Ни тогда, ни сейчас нельзя отрицать, что в существовавшей обстановке подобный приказ был бы и правильным, и действительно необходимым, если бы он вышел в виде генеральной директивы; он выступал контрастом заявлению Браухича, что ему не найти выхода из создавшегося положения. Правда и то, что поскольку этот приказ был подписан Гитлером, то его в обязательном порядке довели до каждого солдата, и во многих случаях он заставил их выложиться до последнего, кого из страха, кого в порыве энтузиазма. Но не приходится сомневаться в том, что чрезмерно настойчивое утверждение этого принципа, которого Гитлер придерживался вопреки здравому смыслу, привело к огромным потерям, что не могло принести выгоду ни при каких обстоятельствах. Практически ежедневно начальник Генерального штаба сухопутных войск упорно высказывал возражения против жесткости этого приказа, столь несовместимого с опытом высшего командования; однако, по его собственному признанию, постепенно он опустился до положения всего лишь «представителя гитлеровской военной канцелярии по Восточному театру боевых действий». Так что в конце концов ему пришлось пройти тот же путь, который генерал Йодль и его «рабочий штаб» выбрали по своей собственной воле, – путь, ведущий к презрению со стороны армии. Более того, гитлеровский метод командования лишил опытных фронтовых генералов свободы в применении законов оперативного искусства, что является необходимым условием в любой тактической обстановке. То и дело Гитлер повторял тогда на инструктивных совещаниях: «Генералы обязаны подчиняться приказам точно так же, как любой отдельно взятый солдат. Командую я, и каждый должен повиноваться мне беспрекословно. Я несу ответственность! Я, и больше никто!
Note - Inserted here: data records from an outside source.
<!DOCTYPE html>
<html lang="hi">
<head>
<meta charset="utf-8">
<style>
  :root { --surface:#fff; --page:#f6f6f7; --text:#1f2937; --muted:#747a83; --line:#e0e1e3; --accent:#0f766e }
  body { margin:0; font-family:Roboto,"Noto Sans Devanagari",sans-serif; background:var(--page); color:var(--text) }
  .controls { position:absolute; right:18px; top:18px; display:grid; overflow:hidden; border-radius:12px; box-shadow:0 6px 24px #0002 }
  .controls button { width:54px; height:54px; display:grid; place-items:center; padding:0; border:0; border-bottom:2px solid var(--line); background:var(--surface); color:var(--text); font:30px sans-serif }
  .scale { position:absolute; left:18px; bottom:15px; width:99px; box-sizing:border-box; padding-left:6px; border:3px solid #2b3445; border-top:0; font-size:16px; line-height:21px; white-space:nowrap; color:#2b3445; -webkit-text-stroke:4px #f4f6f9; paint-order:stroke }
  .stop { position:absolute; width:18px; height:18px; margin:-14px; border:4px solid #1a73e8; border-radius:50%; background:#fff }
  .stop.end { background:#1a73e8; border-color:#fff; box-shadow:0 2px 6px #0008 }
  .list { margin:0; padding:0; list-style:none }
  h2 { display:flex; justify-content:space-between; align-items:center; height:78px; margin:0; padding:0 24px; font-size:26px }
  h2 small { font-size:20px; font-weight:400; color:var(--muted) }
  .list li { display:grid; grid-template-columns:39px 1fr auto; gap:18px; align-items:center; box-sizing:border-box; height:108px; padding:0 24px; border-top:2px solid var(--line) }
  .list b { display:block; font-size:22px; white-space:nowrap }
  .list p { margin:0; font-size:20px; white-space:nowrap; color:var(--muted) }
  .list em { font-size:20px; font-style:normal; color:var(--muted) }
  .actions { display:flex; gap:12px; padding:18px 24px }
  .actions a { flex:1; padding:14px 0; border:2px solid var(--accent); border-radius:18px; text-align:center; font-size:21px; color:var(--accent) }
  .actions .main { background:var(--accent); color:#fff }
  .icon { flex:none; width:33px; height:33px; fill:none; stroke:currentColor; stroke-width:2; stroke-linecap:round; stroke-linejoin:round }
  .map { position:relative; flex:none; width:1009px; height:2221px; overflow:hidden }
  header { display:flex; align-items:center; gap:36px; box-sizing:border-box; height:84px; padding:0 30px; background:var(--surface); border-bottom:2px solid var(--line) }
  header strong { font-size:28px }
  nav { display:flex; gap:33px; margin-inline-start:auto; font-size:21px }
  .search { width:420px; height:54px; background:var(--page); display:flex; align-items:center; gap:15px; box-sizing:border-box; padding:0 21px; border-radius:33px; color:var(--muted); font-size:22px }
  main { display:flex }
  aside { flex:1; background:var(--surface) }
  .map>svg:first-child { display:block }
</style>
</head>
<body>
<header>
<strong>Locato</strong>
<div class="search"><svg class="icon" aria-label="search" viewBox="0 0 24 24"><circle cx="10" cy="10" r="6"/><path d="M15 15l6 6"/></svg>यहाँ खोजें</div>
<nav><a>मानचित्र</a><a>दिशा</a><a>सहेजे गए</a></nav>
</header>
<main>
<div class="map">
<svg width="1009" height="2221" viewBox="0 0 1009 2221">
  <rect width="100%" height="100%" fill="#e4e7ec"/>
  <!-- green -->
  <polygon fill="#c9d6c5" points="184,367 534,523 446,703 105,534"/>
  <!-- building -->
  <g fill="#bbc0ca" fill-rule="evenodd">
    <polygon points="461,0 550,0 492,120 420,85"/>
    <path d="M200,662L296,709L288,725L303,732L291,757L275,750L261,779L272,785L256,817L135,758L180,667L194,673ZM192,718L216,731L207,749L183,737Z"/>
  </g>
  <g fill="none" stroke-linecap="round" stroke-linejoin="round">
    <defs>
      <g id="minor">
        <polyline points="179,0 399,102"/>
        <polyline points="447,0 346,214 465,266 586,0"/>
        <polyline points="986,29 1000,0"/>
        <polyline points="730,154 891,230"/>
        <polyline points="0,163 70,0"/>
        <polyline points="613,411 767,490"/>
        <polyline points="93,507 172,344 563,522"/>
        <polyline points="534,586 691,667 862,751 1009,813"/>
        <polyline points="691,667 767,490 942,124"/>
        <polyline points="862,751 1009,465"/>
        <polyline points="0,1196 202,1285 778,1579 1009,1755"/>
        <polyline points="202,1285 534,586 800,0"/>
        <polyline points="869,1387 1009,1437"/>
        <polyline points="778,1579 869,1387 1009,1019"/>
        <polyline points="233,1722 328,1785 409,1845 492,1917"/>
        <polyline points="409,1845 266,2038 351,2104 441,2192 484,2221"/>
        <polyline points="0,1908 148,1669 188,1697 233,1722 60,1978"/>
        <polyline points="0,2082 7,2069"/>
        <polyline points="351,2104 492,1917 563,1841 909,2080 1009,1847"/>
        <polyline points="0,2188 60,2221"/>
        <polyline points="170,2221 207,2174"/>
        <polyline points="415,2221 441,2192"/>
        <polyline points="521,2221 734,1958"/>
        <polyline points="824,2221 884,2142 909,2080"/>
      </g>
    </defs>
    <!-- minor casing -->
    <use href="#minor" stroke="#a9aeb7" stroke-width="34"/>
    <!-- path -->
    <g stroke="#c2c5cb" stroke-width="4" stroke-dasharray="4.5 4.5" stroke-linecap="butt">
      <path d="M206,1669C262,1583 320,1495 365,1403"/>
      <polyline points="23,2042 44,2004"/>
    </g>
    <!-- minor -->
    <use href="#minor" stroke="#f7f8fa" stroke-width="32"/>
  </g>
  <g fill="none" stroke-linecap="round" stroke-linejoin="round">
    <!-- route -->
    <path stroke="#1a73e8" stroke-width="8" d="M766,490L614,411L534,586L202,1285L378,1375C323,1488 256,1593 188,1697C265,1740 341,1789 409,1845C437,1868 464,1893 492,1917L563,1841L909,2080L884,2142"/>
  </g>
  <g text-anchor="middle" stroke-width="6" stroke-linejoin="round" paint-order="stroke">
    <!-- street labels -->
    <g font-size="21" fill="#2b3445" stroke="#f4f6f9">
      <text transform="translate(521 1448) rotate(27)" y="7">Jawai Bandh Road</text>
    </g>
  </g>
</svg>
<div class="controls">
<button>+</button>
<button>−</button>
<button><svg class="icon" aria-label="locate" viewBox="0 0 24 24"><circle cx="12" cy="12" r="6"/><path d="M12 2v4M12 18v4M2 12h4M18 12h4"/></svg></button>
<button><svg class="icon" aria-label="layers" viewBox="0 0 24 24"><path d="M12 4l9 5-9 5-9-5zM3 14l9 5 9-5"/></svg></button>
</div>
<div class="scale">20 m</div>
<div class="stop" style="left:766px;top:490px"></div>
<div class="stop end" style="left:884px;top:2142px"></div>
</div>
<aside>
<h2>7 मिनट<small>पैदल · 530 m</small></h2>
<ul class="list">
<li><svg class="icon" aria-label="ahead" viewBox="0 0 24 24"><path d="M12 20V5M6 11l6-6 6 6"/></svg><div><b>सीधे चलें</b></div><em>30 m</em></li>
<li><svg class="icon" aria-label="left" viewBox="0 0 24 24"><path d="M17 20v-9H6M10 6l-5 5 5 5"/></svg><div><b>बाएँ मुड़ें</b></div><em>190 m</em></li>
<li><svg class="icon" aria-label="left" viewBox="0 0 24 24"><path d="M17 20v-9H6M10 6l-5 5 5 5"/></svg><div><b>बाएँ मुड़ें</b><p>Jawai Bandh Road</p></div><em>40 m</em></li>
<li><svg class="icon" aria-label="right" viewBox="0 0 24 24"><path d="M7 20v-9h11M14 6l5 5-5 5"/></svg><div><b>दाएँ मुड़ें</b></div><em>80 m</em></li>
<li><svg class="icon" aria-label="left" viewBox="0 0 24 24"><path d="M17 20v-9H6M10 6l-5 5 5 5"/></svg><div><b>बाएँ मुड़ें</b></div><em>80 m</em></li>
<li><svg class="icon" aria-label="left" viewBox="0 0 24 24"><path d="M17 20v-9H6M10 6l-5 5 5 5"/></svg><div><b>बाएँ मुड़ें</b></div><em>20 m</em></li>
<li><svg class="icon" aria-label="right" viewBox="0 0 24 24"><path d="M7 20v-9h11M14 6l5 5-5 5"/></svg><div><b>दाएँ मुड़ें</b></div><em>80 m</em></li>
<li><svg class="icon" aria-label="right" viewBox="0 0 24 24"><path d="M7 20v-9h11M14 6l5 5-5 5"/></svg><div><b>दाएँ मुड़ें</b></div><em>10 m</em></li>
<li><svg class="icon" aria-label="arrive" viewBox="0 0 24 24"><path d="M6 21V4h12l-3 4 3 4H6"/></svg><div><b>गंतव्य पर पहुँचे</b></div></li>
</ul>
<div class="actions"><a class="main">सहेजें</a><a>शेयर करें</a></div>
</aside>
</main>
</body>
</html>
Я буду с корнем вырывать любое иное представление».
Параллельно с этим Гитлер начал новую политику назначений, явно направленную против ОКХ. 18 декабря «из-за состояния здоровья» фельдмаршала фон Бока его сменил на посту командующего группой армий «Центр» фельдмаршал фон Клюге. Несколько дней спустя, 22 декабря, после разговора Гудериана с Гитлером, в ходе которого Гудериан попытался разъяснить, каковы могут быть последствия приказа о позиционной обороне, от командования освободили даже его и не восстановили в должности до конца войны. Следующие шаги в этом плане были близки к разнузданной тирании и сопровождались всякого рода унижением; например, генерал-полковника Хеппнера, командующего 4-й танковой армией, уволили из вермахта за «неподчинение и трусость»; генерала Форстера в итоге «сместили» с командования VI армейским корпусом; раньше он инспектировал саперные войска и фортификационные сооружения и оказался в немилости у Гитлера со времен споров относительно создания линии Зигфрида в 1938 году. 29 декабря Гальдер комментирует в своем дневнике странности, сопутствовавшие увольнению Форстера: «Драматические переговоры по телефону между ставкой фюрера и Рихтгофеном, который, несмотря на то что является генералом ВВС, должен после увольнения Форстера временно принять на себя командование корпусом». 15 января 1942 года Гальдер бесстрастно отмечает: «Фон Лееб попросил об отставке. Штраус дошел до предела. У фон Рейхенау инфаркт».